As College Affirmative Action Programs End, Attention Turns to Legacy Admissions

This summer, the task of the U.S.’s most selective colleges - choosing their new freshman classes from tens of thousands of eligible applicants - got harder. In June, in a highly expected ruling, the U.S. Supreme Court declared that it was unconstitutional to choose students based on their race or ethnic group identity, as had been done for over four decades. The focus of admissions justice activists turned almost immediately to challenging highly selective colleges’ practice of giving the children of their school’s alumni and/or large donors expedited admission. According to the Century Foundation, “legacy admissions can take up between 10 and 25 percent of available slots at over 100 top universities. Some estimates indicate that applying as a legacy student can double to quadruple one’s chances of getting into a highly selective university”. Education reform activists across the spectrum are demanding that if affirmative action preferences for ethnic minorities have to go, so should preferential admission for legacy applicants.

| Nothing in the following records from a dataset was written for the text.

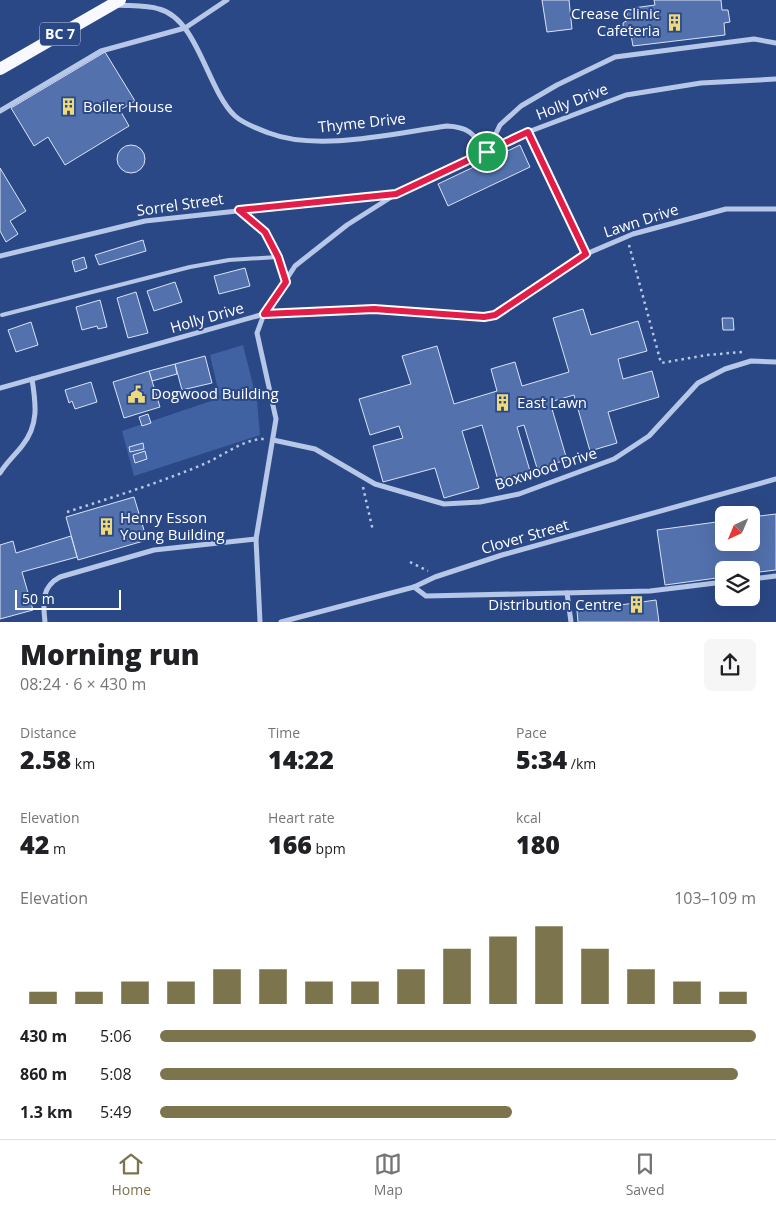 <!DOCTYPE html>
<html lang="en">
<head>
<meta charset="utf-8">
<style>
	body { margin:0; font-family:"Open Sans",sans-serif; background:#f6f6f6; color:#202124; height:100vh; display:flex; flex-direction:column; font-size:19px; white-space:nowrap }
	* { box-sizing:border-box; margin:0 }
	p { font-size:16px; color:#757577 }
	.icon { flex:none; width:28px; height:28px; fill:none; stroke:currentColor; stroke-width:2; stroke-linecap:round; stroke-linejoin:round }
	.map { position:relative; height:622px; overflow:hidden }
	.side { display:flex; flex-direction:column; background:#fff; flex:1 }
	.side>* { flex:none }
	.needle { width:32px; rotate:224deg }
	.controls { position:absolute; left:715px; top:506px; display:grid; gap:10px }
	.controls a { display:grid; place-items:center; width:45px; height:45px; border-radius:8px; background:#fff; box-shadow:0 5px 20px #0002; font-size:25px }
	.scale { position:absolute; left:15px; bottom:12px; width:106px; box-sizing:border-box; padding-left:5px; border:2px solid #fff; border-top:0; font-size:14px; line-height:18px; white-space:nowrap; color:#fff; -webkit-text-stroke:4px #2b4886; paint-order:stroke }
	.pin { position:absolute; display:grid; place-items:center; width:42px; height:42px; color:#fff; margin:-21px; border:2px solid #fff; border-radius:50%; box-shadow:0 1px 5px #0007 }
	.round { display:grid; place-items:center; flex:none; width:52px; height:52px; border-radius:8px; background:#f6f6f6 }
	.summary { display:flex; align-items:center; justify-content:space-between; height:85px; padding:0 20px }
	h1 { font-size:28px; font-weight:800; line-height:38px }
	.metrics { display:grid; grid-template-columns:repeat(3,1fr); gap:8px; height:85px; padding:5px 20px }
	.metrics div { display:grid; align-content:center }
	.metrics b { font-size:25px; font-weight:800 }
	.metrics small { font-size:14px; font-weight:400 }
	.metrics p { font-size:14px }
	.chart { height:140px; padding:10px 20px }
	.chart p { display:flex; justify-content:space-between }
	.chart svg { width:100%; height:90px; margin-top:5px; stroke:#7c744c; stroke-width:6 }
	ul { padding:0 20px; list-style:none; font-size:16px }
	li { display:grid; grid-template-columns:80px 60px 1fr; align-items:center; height:38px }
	li i { height:12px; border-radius:6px; background:#7c744c }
	.tabs { display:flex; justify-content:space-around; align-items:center; height:70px; border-top:1px solid #e0e0e0; background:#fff; font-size:14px; color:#757577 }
	.tabs a { display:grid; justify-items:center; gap:2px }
	.tabs .on { color:#7c744c }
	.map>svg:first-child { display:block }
	.green { fill:#4061a2 }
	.building { fill:#5371ad; stroke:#d9e3f6 }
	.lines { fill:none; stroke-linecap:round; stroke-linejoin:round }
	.path { stroke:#b6c7e7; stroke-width:2.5; stroke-dasharray:2.5 4; stroke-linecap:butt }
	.service { stroke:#b6c7e7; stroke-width:4 }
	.minor { stroke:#b6c7e7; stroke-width:5 }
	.primary { stroke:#f7f9fe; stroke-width:12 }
	.route-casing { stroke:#fff; stroke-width:10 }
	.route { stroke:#e11d48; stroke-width:6 }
	.labels { text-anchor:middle; stroke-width:4; stroke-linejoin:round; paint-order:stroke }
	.shield { fill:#2b4886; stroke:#bfc8db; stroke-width:1 }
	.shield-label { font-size:14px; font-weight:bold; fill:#fff }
	.poi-label { font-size:15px; fill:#fff; stroke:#2b4886; text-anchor:start }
	.street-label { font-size:15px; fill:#fff; stroke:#2b4886 }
</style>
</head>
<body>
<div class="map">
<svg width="776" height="622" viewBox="0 0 776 622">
	<rect width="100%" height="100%" fill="#2b4886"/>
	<polygon class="green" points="243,345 257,401 260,435 134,476 122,431 220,398 210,355"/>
	<g class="building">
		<polygon points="542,0 569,0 572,29 547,32"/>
		<polygon points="654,0 721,0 722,10 728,10 730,22 724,23 725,35 633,46 631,35 624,36 623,23 628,20 626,9 655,5"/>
		<polygon points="105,52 135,101 120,110 129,126 65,165 48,137 34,146 11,108"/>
		<polygon points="520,145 530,167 448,206 438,184"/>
		<circle cx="131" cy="159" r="14"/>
		<polygon points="0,168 26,211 10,221 18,234 6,242 0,231"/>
		<polygon points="143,240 146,251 99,265 95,255"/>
		<polygon points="84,257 87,268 75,272 72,261"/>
		<polygon points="245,268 250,286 219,294 214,276"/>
		<polygon points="175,282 182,302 154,311 147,291"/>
		<polygon points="136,292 148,333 128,338 117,298"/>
		<polygon points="100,300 107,327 98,329 97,326 82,330 76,307"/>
		<polygon points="583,309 591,335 638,321 647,351 618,359 623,379 652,371 659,397 608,412 617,443 590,451 574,395 550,402 567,460 537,468 524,425 517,427 530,471 498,480 482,425 462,431 479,488 444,498 435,468 383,482 373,446 403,438 399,426 370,435 359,399 411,384 402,356 437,346 454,404 497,391 491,369 515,362 522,386 569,372 553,318"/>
		<polygon points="722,318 733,318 734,330 723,330"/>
		<polygon points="31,322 38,345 16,352 8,330"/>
		<polygon points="205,356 212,383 182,390 175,364"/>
		<polygon points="175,364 177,374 152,381 149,371"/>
		<polygon points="149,371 160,407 124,418 113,382"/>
		<polygon points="91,382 97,402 75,409 72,401 69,403 65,390"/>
		<polygon points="148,414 151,423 142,426 139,417"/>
		<polygon points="143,443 144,449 130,452 129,447"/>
		<polygon points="145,451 147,459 135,463 133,455"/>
		<polygon points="134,497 147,540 78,560 66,517"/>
		<polygon points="776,514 776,570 751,573 751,570 724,570 724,577 665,585 657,530 724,521 724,542 751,542 751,517"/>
		<polygon points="71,536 77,557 22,572 33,610 0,619 0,545 13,541 16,553"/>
		<polygon points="656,600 659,622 578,622 577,611"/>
	</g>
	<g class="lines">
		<g class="path">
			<polyline points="532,140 582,245"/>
			<polyline points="629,245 661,363 707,355 742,352 744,355"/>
			<polyline points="363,487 373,531"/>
			<path d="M67,512C113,497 159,483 204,464C223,456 243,439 264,439"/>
			<polyline points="410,562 428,571"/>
		</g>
		<polyline class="service" points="2,315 190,267 229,260 278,257"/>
		<g class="minor">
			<path d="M118,5C131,6 147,5 159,9C198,19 207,90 235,116C244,124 258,129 269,133C318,152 395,133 447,126C470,127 474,135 487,152L500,125L521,106L557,85L615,57L754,39L776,43"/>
			<polyline points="0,111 101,51 185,28 227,0"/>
			<path d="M239,210C268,234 276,245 286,282"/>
			<polyline points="0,256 145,221 393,194"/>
			<polyline points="0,388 264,314 295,266 347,225 396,194 528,132 626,95 701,83 776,79"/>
			<polyline points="273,440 315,449 375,484 444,504 480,502 519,494 614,459 649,436 698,383 725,369 751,361 776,362"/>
			<path d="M0,473C6,463 15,455 22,446C39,425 36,404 32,379"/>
			<polyline points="751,579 776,576"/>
			<polyline points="414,587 426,596 650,591 724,582"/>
			<polyline points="567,593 571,622"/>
			<path d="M45,622C43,603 41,587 60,577L154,550L256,539"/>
			<polyline points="260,622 256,539 276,419 257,333 264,314 374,309 461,317 495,315 586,254 633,234 726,209 776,209"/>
			<polyline points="281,622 414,587 435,577 502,555 776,479"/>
		</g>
		<polyline class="primary" points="0,69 120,0"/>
	</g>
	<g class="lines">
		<defs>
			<polygon id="route" points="528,132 586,254 504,309 495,315 484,317 374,309 264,314 286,282 278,257 265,232 239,210 396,194"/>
		</defs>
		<use href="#route" class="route-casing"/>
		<use href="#route" class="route"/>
	</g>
	<defs>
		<symbol id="building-bare" viewBox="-9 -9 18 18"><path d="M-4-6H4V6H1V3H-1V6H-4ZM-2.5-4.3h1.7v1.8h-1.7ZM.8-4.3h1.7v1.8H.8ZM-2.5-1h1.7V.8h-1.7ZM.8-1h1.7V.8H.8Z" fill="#edd97e" stroke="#2b4886" stroke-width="2.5" paint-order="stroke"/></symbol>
		<symbol id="civic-bare" viewBox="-9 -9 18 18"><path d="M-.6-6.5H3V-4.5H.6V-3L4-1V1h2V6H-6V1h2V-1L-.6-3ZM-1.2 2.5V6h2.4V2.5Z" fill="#edd97e" stroke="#2b4886" stroke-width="2.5" paint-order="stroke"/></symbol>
	</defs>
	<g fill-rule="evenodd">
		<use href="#building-bare" x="662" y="10" width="25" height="25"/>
		<use href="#building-bare" x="56" y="94" width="25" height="25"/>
		<use href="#civic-bare" x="124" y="382" width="25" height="25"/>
		<use href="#building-bare" x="490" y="390" width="25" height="25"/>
		<use href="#building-bare" x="94" y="514" width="25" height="25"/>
		<use href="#building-bare" x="624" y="592" width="25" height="25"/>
	</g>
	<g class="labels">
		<rect class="shield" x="40" y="22.5" width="40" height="23" rx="4"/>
		<g class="shield-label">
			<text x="60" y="39">BC 7</text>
		</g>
		<g class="poi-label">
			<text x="660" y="19" text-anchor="end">Crease Clinic<tspan x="660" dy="17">Cafeteria</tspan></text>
			<text x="83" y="112">Boiler House</text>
			<text x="151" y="399">Dogwood Building</text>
			<text x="517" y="408">East Lawn</text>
			<text x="120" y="523">Henry Esson<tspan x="120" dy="17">Young Building</tspan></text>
			<text x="622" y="610" text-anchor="end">Distribution Centre</text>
		</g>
		<g class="street-label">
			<text transform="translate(572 102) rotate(-21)" y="5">Holly Drive</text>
			<text transform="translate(362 123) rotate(-6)" y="5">Thyme Drive</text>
			<text transform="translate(180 205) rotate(-8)" y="5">Sorrel Street</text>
			<text transform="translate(641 221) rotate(-18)" y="5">Lawn Drive</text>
			<text transform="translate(207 318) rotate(-16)" y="5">Holly Drive</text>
			<text transform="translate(546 469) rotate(-18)" y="5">Boxwood Drive</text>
			<text transform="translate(525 537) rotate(-16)" y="5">Clover Street</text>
		</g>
	</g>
</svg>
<div class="controls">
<a><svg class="needle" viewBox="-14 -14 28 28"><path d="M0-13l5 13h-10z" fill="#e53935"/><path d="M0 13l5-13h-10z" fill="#757577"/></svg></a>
<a><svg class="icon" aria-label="layers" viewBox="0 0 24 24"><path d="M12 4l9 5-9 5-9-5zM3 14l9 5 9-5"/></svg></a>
</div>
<div class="scale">50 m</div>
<div class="pin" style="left:487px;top:152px;background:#1e9e55"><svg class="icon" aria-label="arrive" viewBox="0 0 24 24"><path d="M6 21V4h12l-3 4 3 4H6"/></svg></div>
</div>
<section class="side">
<div class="summary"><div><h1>Morning run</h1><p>08:24 · 6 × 430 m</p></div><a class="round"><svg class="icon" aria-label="share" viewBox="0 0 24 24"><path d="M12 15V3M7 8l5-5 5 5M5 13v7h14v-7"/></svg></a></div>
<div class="metrics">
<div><p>Distance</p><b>2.58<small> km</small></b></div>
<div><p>Time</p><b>14:22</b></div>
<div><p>Pace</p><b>5:34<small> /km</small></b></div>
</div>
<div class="metrics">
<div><p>Elevation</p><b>42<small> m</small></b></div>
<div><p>Heart rate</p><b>166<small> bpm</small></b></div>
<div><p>kcal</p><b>180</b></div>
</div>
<div class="chart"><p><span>Elevation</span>103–109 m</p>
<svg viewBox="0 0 160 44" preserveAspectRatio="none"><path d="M5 44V38M15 44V38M25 44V33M35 44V33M45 44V27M55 44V27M65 44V33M75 44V33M85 44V27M95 44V17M105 44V11M115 44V6M125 44V17M135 44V27M145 44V33M155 44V38"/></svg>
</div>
<ul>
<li><b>430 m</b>5:06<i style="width:100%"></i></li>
<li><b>860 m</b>5:08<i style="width:97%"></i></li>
<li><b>1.3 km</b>5:49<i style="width:59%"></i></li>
</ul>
</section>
<nav class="tabs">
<a class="on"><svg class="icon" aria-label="home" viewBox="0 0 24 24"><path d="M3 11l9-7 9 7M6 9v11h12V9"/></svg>Home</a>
<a><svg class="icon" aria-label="map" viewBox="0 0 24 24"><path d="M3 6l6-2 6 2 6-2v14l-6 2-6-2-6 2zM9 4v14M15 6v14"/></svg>Map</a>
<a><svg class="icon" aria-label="saved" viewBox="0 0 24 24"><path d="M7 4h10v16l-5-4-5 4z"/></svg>Saved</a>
</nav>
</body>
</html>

“We are challenging state and college leaders to eliminate structurally racist and systemically inequitable admission policies, such as legacy preference and binding early decision, which make college admissions less fair and erode public trust in higher education,” Jessica Giles, Executive Director of Democrats for Educational Reform in DC, told Hispanic Outlook in a long interview on August 19. While her national organization adamantly opposes the ending of affirmative action, they are among a number of groups across the political spectrum that support the ending of legacy admissions. Early in 2023, the DFER lobbied members of Congress to re-introduce the “Fair College Admissions for Students Act” (S3559). It was introduced in the Senate by Jeff Merkley (D-OR). An identical bill (HR6559) was introduced in the House by Jamaal Bowman (D-NY). The Act would “prohibit an institution of higher education that participates in federal student-aid programs from giving preferential treatment in the admissions process to applicants based on their relationships to donors or alumni of the IHE.” The bills are expected to be reviewed this fall by the Senate HELP Committee and the House Education and Labor Committee with strong endorsements from many educational activist organizations including Education Reform Now, the Education Trust, the National Education Association (NEA), the National College Attainment Network (NCAN), the Association of Latino Administrators and Superintendents (ALAS), The Institute for Higher Education Policy (IHEP) and the Hispanic Association of Colleges and Universities (HACU).

“A better way to ensure that under-represented students are considered for admission in elite schools equally with all others is to ensure that secondary education funding, curriculum and programs provide equity for all students,” Giles said. Among the projects DFER is involved in is advocating for new brain science discoveries to aid literacy and math proficiencies in secondary schools. DFER also supports national and local partnership projects to expand the number of college admissions overall through dual secondary school/college degree programs.   

Harvard and Georgetown University Stakeholders Demand End to Legacy Admissions

Ending legacy admissions is one issue on which both democrats and republicans can agree. Polls have found a good majority of Americans believe the practice is unfair, especially when not only alumni’s kids are given privileged access to admissions, but also children of faculty, donors, and apparently, some athletes as well. Harvard University – the focus of racist affirmative action practices when it was found that American Asian applicants were assigned negative points for certain personality traits - was also the focus of unfair legacy processes. In this case, investigators found that “at Harvard, between 2014-19, some 43 percent of white students fell into one or more of four legacy categories. Nearly three quarters of them would have been rejected for admission if subjected to the same standards as other white applicants,” wrote Wall Street Journal columnist Bill Galson recently. Over 500 students and faculty at Georgetown University in Washington DC submitted a petition to the university administration in August to “demand the abolition of legacy admissions at Georgetown.